Yet again, common saliency (feature importance) methods are found to kind of suck. Specifically, this time it's shown that if you randomize model parameters or data, some of the saliency methods output pretty similar things, which ain't good. This is more evidence relating to the 2017 "The (Un)reliability of saliency methods" paper's {which showed that lots of saliency methods have really different outputs when you run transformations on the input data} theme, which is basically that a lot of our saliency methods are finicky and bad.
The study of interpretability in deep learning, especially in the context of image classification tasks, often leverages saliency maps. These maps are used to highlight regions in an input image that a model deems important for making a particular classification. However, the reliability of these maps had been largely unquestioned until this work.
The authors in this paper raise concerns about the validity of conclusions drawn from saliency maps.
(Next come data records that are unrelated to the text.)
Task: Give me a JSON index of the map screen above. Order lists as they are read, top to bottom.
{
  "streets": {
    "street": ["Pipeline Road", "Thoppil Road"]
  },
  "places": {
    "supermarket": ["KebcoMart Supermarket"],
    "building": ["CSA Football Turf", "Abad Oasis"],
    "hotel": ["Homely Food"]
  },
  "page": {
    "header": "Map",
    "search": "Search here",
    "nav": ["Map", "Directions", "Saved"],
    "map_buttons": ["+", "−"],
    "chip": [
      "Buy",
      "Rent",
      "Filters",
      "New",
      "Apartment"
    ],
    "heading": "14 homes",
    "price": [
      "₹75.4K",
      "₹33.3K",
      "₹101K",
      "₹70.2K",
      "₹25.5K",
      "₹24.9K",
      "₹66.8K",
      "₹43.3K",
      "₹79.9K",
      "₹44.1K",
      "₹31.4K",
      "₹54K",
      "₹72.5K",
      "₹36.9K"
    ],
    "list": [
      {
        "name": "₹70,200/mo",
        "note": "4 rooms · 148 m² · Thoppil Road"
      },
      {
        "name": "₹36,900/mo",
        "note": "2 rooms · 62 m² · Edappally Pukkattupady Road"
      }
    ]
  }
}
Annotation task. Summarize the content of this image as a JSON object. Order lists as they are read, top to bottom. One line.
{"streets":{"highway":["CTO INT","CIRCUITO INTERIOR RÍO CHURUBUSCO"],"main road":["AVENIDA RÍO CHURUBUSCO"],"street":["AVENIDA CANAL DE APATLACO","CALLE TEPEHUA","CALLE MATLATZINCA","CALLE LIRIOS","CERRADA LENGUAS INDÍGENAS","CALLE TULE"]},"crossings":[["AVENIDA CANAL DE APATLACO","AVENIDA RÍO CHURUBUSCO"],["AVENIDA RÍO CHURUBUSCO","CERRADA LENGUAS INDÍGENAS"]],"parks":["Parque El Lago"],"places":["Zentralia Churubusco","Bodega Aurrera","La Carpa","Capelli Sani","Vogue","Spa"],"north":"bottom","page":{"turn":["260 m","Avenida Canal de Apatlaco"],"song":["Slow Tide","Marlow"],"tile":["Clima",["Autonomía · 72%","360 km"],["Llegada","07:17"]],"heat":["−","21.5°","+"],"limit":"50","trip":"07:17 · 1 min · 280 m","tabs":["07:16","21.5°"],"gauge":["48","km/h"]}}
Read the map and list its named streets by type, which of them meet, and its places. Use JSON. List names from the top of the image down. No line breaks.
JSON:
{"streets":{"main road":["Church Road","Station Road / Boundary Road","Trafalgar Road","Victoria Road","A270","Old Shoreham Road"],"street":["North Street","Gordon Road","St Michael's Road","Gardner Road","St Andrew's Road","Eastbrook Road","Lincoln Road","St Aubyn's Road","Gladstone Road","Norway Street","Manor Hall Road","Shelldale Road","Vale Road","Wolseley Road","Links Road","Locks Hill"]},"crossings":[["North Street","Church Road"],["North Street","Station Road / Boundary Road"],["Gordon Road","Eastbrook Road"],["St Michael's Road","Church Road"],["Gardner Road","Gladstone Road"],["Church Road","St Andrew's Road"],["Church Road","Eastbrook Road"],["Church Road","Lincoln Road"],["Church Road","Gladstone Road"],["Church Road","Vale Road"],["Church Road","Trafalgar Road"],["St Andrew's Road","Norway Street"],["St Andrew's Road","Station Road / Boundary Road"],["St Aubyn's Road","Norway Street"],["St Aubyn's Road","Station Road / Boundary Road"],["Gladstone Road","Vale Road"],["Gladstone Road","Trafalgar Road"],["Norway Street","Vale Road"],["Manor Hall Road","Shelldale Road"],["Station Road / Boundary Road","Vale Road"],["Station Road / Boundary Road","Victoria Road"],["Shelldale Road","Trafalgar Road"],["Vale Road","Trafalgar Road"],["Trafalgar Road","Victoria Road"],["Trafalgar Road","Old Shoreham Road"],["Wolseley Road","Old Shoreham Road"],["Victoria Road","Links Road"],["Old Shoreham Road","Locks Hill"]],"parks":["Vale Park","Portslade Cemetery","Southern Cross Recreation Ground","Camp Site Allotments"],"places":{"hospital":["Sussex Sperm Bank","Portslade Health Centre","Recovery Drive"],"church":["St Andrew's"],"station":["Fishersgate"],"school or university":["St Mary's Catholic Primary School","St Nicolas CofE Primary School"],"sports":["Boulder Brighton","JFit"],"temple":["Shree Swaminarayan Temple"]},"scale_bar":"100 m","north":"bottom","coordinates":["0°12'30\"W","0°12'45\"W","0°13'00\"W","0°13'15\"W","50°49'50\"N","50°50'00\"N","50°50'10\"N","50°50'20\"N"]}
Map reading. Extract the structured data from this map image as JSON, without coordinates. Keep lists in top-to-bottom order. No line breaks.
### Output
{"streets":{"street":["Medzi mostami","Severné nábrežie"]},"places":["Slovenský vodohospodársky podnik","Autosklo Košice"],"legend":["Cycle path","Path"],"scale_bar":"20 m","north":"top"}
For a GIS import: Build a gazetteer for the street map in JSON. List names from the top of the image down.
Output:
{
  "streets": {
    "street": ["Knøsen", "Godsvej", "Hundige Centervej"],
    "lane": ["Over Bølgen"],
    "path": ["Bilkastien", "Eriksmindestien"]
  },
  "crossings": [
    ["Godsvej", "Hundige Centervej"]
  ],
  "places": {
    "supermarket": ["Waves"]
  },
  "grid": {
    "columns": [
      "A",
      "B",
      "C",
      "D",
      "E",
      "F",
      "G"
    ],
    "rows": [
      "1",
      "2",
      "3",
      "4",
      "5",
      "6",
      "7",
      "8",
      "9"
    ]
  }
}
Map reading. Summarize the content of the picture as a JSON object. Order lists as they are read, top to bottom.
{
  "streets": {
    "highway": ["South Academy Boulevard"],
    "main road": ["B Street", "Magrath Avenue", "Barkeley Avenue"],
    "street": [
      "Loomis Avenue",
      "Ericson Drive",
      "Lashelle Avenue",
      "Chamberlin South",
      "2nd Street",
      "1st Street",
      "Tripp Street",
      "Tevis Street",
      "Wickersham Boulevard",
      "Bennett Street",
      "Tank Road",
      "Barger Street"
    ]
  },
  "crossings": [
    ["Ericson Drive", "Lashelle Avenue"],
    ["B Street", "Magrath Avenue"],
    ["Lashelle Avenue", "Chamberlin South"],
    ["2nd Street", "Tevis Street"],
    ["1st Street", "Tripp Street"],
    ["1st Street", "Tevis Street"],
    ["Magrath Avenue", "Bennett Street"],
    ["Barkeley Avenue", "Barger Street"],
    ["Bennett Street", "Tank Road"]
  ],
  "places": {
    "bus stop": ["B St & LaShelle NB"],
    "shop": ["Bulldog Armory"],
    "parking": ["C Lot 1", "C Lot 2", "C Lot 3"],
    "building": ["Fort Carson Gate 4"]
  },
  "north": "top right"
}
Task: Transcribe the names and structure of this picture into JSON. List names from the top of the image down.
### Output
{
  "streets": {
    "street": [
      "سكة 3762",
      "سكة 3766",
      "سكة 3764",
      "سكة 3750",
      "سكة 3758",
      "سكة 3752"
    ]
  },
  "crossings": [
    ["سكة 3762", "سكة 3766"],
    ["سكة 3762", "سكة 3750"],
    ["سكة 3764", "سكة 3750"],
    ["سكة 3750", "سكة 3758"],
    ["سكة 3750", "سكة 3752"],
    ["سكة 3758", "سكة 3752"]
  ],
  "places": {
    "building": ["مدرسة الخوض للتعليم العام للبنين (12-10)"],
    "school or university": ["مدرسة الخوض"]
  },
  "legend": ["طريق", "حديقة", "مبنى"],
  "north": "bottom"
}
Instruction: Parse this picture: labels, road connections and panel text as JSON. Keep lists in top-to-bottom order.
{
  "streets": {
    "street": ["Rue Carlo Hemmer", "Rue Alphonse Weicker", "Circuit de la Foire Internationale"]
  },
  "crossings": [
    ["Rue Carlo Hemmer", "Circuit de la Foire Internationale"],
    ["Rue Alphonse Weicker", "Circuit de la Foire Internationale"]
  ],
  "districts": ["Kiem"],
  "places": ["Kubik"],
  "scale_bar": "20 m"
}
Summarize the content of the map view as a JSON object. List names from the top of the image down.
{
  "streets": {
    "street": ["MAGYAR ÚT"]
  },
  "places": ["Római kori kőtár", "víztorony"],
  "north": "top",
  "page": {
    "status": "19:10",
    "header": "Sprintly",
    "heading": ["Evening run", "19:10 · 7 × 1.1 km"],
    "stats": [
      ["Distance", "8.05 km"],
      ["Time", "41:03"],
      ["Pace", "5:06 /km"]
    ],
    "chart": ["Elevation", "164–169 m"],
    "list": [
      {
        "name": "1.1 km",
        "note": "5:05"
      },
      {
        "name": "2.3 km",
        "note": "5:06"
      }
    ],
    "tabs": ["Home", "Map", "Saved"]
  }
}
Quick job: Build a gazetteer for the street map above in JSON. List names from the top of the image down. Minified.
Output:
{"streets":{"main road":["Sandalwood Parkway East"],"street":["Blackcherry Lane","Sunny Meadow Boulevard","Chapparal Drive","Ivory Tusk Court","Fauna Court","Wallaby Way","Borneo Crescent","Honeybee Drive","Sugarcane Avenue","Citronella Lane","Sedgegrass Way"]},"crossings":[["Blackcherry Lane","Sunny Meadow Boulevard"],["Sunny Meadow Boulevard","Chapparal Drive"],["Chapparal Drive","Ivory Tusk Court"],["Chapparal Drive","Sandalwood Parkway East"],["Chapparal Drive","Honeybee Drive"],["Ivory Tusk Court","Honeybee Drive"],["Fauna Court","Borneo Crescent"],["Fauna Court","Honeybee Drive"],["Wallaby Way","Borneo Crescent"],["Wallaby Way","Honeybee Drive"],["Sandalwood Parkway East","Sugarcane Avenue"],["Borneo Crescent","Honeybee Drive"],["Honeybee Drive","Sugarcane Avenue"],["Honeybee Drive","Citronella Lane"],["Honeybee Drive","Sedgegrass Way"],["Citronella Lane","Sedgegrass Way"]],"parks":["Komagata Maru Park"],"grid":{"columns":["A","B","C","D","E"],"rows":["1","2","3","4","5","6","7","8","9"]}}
They argue that saliency methods should be subjected to "sanity checks" to ensure they are providing meaningful insights about the model and data.
Adebayo et al. focus on saliency methods that explain a classifier's prediction by assigning importance scores to input features, specifically targeting methods that compute the gradient of the output with respect to the input, such as Gradient*Input, Integrated Gradients, and SmoothGrad.
The authors propose two sanity checks for these saliency methods:
Model Parameter Randomization Test: In this test, the parameters of the model are randomly shuffled or re-initialized, destroying any learned information. If a saliency method is meaningful, the resulting saliency maps should change significantly after parameter randomization. If they don't change, it indicates that the saliency map might not be tied to the learned parameters and thus may not provide useful model interpretation.
Data Randomization Test: This test randomizes the labels in the training data, disrupting the correlation between the features and labels. After retraining on this randomized data, a meaningful saliency method should produce different saliency maps compared to the original model.
Adebayo et al. apply these sanity checks to several popular saliency methods and find that many of them fail one or both tests. Specifically, they find that some saliency methods produce almost identical saliency maps even after the model parameters are randomized or the model is trained on randomized data. This result calls into question the validity of these methods as interpretability tools.
The authors suggest that the failure of these sanity checks by some saliency methods could be due to the high sensitivity of these methods to the input data, rather than the learned model parameters. This implies that these methods may be reflecting some inherent structure or pattern in the input data rather than providing insight into the model's decision-making process.
This paper has significant implications for the field of interpretability in deep learning. It highlights the importance of validating interpretability methods and provides a straightforward methodology for doing so. It suggests that researchers and practitioners should be cautious when drawing conclusions from saliency maps, and emphasizes the need for more reliable and validated methods for interpreting deep learning models.